Uitspraak
RECHTBANK DEN HAAG
uitspraak van de enkelvoudige kamer in de zaak tussen
de Staatssecretaris van Justitie en Veiligheid, verweerder
Procesverloop
Overwegingen
Beslissing
F.E. Jurgens, griffier.
Rechtbank Den Haag
In deze zaak heeft de Rechtbank Den Haag op 20 februari 2019 uitspraak gedaan in een geschil tussen de Staatssecretaris van Justitie en Veiligheid en een Eritrese asielzoeker.
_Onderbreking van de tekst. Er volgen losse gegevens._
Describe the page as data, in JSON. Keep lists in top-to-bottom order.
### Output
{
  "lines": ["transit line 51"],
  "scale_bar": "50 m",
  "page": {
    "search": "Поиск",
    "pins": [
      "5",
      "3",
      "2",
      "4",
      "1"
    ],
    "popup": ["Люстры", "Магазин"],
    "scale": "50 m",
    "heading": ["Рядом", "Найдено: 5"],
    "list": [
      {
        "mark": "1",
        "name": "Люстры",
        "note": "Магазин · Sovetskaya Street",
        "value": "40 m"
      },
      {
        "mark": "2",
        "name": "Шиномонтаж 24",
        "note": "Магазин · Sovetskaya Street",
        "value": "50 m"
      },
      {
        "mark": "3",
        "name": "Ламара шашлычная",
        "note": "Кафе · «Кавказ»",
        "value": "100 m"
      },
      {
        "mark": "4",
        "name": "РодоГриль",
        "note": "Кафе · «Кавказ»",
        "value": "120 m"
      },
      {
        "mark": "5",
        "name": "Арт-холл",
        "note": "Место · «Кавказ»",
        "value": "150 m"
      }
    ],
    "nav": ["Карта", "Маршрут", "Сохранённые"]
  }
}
De eiser had op 26 april 2018 in Nederland een asielaanvraag ingediend, maar de Staatssecretaris weigerde deze in behandeling te nemen op grond van de Dublinverordening, omdat Italië verantwoordelijk zou zijn voor de behandeling van de aanvraag. De rechtbank heeft de zaak beoordeeld naar aanleiding van het bestreden besluit van 17 januari 2019, waarin de Staatssecretaris de aanvraag niet in behandeling nam omdat Italië de verantwoordelijkheid had erkend.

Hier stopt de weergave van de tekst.